• _Exercise data_
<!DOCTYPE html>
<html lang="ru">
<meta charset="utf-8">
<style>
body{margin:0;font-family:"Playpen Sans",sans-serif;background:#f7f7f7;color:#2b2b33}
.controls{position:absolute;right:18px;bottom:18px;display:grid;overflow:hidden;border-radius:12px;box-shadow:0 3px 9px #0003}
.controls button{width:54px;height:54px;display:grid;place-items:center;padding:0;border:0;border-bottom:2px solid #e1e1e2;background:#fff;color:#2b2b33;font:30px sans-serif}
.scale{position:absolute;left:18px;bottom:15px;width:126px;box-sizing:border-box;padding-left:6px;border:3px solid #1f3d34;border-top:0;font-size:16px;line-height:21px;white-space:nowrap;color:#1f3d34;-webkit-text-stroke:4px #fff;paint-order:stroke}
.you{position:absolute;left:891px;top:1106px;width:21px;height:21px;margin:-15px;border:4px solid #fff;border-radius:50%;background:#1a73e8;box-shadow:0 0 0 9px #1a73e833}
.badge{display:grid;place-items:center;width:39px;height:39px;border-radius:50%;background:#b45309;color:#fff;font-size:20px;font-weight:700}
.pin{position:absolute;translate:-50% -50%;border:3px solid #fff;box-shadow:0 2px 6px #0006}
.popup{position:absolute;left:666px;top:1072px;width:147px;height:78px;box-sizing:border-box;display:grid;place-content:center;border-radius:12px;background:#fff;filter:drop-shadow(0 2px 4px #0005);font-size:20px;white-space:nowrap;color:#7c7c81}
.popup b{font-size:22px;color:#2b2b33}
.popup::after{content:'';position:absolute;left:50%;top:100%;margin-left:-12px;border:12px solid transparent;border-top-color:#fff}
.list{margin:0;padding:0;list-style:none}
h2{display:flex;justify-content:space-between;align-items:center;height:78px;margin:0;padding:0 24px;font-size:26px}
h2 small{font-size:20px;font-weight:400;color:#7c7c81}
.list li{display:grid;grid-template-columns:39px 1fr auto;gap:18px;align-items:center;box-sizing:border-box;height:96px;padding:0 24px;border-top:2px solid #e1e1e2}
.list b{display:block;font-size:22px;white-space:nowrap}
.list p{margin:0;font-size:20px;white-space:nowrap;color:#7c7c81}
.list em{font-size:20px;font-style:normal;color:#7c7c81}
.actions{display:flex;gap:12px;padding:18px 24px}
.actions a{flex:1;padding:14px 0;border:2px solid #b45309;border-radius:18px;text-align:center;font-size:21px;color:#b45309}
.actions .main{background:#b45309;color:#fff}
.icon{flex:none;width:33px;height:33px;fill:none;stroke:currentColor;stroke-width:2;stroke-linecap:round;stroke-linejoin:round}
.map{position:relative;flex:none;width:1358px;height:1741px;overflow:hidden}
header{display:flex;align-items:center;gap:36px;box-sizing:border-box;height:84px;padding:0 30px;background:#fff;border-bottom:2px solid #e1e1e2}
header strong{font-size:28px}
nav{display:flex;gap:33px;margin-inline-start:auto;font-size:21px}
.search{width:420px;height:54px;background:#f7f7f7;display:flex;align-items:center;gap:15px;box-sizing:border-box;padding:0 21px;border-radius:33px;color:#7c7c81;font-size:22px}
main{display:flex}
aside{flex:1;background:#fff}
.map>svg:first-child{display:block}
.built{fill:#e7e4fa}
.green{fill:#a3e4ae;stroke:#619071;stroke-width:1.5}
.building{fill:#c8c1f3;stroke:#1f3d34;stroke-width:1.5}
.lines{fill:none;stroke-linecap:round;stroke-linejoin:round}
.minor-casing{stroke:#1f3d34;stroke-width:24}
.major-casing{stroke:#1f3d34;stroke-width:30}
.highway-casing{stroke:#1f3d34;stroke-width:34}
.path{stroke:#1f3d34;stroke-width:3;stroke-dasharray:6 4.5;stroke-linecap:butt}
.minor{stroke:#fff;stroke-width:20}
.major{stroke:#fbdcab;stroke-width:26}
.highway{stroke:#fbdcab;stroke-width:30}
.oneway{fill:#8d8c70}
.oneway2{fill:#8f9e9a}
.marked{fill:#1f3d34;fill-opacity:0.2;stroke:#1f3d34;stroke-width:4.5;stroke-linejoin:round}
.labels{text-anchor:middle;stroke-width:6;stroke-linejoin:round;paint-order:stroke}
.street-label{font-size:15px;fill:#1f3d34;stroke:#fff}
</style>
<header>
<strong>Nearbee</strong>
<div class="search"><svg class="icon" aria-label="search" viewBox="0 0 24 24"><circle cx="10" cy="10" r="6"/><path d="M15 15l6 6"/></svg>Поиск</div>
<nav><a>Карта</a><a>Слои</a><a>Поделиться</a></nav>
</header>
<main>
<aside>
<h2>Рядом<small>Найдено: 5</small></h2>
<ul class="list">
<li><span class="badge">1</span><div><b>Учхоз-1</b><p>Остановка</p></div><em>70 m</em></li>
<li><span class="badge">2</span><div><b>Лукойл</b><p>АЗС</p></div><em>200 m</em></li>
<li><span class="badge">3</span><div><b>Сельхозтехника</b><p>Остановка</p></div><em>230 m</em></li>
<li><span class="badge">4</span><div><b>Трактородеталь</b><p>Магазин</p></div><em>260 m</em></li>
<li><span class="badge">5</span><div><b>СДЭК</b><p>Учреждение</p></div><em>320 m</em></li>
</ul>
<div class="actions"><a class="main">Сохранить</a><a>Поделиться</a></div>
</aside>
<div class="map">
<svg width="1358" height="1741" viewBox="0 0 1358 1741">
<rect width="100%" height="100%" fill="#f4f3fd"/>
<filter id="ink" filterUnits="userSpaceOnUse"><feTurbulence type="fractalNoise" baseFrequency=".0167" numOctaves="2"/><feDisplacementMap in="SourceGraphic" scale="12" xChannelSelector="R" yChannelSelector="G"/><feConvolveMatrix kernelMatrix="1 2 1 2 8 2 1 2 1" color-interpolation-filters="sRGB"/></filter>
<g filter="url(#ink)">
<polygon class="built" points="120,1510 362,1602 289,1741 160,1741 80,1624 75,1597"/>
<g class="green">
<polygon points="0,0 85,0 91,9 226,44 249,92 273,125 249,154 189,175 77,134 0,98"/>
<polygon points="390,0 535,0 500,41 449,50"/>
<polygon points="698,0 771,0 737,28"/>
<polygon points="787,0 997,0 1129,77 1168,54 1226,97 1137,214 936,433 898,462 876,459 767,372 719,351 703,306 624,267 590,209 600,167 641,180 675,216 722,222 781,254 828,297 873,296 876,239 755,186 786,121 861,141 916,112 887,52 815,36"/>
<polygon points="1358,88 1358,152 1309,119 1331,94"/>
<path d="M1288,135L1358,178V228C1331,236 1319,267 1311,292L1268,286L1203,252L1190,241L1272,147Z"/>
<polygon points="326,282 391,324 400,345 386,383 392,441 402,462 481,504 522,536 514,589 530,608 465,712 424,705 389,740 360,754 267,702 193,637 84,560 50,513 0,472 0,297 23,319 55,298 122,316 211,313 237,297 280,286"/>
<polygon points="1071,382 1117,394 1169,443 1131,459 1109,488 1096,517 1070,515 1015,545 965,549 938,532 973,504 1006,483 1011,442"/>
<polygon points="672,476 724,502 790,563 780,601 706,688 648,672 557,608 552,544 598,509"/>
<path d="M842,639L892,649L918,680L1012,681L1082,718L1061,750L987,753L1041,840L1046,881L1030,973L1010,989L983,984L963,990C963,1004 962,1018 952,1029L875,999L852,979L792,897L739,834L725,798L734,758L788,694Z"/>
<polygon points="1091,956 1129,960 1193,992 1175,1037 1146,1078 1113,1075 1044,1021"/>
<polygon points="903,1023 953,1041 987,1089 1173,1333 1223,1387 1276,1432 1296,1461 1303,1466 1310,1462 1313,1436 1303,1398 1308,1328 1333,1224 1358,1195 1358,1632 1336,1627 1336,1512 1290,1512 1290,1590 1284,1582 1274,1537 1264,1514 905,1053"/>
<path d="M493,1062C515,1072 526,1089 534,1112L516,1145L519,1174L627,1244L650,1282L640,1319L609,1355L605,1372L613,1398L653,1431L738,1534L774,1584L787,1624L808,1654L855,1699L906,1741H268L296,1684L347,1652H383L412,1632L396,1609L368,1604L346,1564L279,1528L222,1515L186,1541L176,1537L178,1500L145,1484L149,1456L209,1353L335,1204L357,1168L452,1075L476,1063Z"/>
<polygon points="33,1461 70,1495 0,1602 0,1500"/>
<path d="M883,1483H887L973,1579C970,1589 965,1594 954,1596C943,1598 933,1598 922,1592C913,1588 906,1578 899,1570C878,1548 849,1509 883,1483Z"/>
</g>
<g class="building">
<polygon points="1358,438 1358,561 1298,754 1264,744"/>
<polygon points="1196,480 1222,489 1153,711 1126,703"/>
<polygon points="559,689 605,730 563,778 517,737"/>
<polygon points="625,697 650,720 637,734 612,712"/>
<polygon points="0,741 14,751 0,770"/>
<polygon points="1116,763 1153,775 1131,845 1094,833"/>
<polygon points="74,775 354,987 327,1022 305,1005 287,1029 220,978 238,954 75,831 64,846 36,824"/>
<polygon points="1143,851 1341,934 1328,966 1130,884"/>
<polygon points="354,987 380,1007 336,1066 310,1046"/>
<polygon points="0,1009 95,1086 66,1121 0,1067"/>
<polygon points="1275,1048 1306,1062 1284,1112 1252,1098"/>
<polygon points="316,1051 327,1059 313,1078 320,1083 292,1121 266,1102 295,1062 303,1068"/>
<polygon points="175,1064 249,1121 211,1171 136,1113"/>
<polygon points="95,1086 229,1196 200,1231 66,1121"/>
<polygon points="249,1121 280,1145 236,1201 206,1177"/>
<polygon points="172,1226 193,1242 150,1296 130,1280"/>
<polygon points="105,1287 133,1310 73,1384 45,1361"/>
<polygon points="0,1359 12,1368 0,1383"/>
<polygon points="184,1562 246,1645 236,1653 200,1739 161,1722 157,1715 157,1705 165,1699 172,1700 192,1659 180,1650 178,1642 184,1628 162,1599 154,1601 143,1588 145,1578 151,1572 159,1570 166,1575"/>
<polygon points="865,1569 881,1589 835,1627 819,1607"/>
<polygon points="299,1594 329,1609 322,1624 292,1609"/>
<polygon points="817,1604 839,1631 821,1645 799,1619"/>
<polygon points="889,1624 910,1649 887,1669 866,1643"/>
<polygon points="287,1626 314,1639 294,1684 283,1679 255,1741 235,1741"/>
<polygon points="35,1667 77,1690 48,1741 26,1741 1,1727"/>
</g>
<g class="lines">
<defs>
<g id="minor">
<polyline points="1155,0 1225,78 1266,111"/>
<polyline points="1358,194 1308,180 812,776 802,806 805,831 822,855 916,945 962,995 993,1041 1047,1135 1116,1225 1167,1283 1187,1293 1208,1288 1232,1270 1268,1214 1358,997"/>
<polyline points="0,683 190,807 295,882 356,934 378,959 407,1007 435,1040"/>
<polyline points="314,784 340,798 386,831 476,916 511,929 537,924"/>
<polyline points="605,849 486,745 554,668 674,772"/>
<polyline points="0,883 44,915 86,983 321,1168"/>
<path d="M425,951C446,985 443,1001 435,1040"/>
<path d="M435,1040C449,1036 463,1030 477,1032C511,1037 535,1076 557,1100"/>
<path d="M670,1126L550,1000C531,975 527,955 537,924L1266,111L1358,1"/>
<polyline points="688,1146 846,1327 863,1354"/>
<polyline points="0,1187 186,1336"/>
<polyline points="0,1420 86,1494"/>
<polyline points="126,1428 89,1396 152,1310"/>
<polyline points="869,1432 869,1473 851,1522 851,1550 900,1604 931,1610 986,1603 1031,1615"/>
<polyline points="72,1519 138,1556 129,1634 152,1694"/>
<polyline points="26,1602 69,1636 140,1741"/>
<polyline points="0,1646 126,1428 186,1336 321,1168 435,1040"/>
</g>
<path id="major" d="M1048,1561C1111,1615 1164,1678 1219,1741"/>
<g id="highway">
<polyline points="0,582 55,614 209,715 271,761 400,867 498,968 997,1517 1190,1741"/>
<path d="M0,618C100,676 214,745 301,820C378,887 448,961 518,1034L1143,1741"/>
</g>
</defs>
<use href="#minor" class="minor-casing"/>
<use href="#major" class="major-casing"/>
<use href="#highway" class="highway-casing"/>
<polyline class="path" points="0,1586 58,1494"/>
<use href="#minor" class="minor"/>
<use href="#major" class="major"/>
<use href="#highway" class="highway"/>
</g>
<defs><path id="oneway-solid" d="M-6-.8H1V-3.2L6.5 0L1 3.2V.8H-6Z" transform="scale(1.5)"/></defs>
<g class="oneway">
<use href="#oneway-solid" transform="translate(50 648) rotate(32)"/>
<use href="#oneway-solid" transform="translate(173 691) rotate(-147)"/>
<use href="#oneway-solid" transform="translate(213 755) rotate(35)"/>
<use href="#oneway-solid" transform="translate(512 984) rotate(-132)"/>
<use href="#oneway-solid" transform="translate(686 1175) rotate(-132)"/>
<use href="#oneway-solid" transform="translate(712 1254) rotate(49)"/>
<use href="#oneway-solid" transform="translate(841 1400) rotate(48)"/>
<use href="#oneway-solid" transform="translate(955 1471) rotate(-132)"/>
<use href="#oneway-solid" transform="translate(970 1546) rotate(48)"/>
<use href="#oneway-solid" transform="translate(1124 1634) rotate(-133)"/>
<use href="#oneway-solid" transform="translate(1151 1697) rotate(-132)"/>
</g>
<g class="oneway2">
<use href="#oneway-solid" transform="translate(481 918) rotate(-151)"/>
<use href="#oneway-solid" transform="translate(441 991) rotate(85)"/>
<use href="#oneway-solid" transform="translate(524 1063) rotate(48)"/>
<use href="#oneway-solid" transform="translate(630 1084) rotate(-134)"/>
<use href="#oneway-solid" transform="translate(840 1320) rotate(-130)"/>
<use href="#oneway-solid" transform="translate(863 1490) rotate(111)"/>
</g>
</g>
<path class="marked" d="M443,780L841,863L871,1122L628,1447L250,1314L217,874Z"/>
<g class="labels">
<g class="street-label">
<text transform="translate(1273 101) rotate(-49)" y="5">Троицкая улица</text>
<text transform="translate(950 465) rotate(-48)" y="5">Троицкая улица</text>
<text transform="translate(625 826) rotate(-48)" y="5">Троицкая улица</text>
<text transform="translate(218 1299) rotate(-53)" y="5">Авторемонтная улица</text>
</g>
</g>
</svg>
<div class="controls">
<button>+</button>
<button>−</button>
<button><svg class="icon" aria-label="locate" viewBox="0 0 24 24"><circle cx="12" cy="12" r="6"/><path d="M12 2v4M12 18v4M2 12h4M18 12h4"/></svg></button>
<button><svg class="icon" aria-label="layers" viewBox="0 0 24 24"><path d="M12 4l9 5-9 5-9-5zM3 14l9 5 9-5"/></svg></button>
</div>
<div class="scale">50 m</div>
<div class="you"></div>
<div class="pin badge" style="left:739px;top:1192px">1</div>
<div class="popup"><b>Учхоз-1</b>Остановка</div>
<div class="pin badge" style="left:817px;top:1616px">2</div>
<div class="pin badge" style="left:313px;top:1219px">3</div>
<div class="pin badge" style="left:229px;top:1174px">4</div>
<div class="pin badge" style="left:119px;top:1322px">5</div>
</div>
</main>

• _Work instructions_
A single number is the whole answer: how many lines in the listing contain "linejoin"?

• _Response area_
4